I hold no brief for the EFF. However, what is wrong with the questions they posed about this Momoniat? How does the EFF not understand parliamentary processes when they have been there for about five years? How is a legitimate question interpreted as abusing parliamentary privilege and throwing mud at the Treasury?

On the Director General Dondo Mogajane’s sidelining and undermining of African representativeness, many people would want to know why his subordinate or junior is always representing their department in parliament. Perhaps it is Mogajane himself or some of his colleagues who leaked that information to the EFF that he is being undermined and that his Indian junior is the one who is preferred by their political bosses. Instead of being obdurate and defending the indefensible, Treasury should stop the practice forthwith. The EFF is probably not interested to know how Treasury functions when it is apparent that it is flouting the rules. As a tax payer I am also not interested how Treasury functions when it is abundantly clear that Treasury is flaunting its flouting of the rules. I think other South Africans feel the same way I feel.

The overlooking of the Director General raises eyebrows. It gives the impression that Treasury is hiding something. The alleged squandering of Special Pension funds must be probed and be exposed. Frankly, I don’t trust the current crop of leadership.

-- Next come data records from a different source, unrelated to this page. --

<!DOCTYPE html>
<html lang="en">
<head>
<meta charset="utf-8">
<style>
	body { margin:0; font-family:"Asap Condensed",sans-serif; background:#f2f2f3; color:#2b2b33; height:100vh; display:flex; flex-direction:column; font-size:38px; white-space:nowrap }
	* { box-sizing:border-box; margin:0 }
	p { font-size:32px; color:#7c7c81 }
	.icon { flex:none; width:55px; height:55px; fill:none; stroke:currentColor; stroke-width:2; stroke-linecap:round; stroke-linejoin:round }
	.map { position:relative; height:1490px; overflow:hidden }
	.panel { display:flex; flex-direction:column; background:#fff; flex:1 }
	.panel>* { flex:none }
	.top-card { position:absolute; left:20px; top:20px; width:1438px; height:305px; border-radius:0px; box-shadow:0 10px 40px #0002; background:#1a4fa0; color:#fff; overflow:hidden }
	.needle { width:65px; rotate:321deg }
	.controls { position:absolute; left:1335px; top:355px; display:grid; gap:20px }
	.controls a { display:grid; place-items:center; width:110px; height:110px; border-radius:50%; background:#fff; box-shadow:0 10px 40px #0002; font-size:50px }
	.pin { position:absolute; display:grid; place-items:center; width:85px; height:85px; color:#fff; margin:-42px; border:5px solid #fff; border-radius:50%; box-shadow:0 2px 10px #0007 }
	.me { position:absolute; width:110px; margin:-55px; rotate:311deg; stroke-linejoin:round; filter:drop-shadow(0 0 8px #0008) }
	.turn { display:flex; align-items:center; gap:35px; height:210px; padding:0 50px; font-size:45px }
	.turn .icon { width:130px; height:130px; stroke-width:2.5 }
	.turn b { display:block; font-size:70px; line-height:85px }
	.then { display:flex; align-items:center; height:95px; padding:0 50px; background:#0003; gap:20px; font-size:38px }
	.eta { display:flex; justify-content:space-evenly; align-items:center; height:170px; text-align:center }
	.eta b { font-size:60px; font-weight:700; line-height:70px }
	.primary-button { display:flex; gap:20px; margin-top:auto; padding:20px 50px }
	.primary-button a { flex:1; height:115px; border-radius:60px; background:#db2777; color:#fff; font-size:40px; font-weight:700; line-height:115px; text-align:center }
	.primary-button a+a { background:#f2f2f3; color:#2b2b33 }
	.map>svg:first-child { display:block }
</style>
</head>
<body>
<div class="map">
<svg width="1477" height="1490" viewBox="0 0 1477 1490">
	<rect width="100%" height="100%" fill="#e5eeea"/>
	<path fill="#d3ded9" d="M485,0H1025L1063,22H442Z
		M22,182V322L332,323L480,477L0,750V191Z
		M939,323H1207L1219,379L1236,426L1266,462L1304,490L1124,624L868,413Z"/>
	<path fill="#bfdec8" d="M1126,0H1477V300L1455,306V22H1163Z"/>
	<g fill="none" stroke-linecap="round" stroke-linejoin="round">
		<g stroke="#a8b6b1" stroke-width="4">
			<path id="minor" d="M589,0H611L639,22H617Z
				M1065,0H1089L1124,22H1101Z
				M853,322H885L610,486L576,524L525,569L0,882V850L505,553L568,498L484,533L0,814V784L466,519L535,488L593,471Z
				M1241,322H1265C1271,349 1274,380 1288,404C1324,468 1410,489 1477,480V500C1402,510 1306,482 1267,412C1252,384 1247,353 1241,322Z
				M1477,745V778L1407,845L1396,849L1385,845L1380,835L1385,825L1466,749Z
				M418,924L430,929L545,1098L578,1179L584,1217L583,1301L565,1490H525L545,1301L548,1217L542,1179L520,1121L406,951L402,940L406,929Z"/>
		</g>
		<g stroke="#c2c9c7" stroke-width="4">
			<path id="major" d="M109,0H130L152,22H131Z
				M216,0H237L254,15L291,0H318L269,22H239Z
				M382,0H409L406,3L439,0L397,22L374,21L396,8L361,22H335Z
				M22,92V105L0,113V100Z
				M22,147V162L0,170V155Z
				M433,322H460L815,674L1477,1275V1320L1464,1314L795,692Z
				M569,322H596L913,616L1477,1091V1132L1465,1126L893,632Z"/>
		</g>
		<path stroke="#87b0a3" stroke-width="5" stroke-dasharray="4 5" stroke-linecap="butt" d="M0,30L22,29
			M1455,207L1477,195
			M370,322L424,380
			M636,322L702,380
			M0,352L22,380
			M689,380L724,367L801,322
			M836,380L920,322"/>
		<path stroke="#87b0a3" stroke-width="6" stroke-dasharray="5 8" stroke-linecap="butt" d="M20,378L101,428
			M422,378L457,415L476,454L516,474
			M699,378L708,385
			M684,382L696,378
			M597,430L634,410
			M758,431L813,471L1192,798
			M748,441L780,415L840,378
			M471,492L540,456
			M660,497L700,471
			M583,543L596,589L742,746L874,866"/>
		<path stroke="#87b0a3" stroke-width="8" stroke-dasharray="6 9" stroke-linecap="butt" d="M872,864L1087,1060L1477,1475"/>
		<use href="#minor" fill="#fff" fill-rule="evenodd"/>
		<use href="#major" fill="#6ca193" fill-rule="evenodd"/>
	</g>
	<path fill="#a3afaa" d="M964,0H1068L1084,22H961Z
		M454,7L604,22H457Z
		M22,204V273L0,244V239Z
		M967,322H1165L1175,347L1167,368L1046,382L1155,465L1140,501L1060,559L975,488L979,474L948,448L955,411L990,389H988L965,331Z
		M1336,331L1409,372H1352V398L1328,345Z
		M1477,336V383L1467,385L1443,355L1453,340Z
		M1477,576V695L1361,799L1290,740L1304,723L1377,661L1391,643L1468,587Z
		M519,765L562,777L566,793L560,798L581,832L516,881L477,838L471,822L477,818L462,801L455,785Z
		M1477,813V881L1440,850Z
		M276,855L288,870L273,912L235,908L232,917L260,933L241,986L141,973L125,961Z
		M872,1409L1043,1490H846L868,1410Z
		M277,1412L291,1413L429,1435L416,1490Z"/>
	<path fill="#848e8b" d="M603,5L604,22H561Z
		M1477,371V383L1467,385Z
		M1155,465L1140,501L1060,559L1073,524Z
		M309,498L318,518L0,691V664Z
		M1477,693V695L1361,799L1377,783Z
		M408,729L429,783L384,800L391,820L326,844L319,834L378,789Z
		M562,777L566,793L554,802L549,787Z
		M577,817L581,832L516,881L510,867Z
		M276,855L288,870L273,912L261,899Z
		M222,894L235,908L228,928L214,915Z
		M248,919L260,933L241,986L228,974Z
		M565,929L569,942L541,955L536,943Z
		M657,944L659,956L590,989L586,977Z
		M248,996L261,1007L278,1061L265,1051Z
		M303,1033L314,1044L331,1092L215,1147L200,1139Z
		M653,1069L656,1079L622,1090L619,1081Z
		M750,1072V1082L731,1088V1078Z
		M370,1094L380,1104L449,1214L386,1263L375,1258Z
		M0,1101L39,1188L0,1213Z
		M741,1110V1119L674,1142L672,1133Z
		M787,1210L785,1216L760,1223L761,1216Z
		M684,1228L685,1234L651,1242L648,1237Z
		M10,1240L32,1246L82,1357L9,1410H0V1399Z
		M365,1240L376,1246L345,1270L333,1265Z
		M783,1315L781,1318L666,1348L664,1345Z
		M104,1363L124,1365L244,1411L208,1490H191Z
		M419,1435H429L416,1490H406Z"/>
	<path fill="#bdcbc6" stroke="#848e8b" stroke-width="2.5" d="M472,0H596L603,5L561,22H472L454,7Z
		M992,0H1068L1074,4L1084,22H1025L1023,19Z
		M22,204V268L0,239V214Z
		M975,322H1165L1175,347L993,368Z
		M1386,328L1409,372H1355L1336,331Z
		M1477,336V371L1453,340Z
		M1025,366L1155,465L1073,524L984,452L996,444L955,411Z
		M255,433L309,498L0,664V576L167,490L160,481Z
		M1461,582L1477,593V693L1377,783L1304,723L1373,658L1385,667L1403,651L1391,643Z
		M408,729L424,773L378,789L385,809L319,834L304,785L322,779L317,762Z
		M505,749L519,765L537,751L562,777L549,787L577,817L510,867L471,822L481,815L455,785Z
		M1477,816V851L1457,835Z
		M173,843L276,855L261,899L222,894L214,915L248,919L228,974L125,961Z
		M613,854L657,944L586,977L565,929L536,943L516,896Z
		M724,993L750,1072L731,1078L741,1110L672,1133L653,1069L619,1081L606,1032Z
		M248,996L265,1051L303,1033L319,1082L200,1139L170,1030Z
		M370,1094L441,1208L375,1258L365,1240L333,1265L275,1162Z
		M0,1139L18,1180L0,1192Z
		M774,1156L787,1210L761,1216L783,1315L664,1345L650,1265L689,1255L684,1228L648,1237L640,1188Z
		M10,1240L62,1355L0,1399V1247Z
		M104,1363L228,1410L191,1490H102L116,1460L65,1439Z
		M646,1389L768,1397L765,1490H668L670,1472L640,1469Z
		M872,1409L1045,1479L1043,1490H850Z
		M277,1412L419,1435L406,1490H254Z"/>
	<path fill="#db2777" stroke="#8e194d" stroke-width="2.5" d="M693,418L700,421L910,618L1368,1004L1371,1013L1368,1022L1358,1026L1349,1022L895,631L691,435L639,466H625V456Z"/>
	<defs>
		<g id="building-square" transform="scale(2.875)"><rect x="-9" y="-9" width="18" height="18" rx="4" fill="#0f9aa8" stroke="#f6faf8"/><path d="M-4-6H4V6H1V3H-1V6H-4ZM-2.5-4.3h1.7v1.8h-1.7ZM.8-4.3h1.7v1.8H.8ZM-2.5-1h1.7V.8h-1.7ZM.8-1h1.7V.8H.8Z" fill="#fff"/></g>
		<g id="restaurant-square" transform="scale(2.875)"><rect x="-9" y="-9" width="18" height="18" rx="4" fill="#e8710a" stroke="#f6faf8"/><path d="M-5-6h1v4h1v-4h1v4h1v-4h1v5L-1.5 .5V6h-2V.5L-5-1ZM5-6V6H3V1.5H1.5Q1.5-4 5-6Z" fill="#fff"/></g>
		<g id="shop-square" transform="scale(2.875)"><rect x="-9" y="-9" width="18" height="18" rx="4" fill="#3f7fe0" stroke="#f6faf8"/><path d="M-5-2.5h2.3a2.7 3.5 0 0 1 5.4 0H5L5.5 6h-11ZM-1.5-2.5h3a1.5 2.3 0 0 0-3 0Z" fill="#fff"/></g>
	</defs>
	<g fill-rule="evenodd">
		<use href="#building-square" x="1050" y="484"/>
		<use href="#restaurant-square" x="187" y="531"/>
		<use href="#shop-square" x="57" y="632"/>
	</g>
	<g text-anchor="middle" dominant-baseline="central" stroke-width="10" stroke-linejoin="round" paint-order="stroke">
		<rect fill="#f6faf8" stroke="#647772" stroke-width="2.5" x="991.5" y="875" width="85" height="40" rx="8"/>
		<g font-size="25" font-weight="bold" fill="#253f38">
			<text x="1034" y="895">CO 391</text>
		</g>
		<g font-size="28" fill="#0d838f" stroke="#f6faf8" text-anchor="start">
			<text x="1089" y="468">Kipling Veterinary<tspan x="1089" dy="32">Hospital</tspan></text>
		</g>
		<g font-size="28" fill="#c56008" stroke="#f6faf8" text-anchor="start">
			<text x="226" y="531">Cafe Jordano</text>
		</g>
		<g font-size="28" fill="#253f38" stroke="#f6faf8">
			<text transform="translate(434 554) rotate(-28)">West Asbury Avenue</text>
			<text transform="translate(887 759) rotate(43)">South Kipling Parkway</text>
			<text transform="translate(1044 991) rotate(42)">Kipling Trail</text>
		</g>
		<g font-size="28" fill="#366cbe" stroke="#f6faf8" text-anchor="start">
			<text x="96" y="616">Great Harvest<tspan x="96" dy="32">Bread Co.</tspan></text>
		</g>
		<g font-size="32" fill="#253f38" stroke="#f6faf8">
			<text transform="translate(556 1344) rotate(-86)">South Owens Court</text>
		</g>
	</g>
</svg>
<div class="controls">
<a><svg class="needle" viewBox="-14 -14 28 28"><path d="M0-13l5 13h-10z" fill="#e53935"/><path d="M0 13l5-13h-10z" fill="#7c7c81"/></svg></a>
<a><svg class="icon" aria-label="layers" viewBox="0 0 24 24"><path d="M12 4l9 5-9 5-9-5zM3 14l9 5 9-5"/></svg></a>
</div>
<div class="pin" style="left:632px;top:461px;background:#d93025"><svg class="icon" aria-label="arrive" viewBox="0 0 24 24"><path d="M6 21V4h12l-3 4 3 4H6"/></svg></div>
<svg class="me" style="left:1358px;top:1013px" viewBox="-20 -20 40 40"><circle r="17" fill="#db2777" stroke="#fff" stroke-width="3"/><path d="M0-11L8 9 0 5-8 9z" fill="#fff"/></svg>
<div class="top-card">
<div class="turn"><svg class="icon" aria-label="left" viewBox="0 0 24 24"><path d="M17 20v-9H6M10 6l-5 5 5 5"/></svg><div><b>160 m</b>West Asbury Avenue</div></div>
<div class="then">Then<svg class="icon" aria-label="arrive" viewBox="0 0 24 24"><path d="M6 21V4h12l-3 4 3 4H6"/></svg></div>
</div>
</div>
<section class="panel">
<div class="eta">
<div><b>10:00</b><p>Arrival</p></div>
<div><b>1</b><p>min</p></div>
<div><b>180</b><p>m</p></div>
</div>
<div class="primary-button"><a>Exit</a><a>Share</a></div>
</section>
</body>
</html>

I wish they could emulate Sobukwe who was described by those who knew him such as Z B Molete, former publicity secretary of the PAC, who said,

"Sobukwe belongs to a generation of popular but lonely leaders of men who are distinguishable by their devotion, dedication and determination. His ability as a leader did not merely lie in seeing what needs to be done but in setting his mind to doing it thoroughly, regardless of the consequences to himself. He was not afraid of isolation or suffering. He was not afraid to stand alone on principle. The life story of Sobukwe is a history of service, suffering and sacrifice. He provided principled, consistent, committed, decisive and selfless leadership to the cause of African liberation. He could have simply not bothered. He could have lived a comfortable middle-class life with his family. But Sobukwe chose to "starve in freedom rather than to live in opulence in bondage."

He was a courageous and fearless leader.

He did not mind being ostracised or victimised for "speaking truth to power."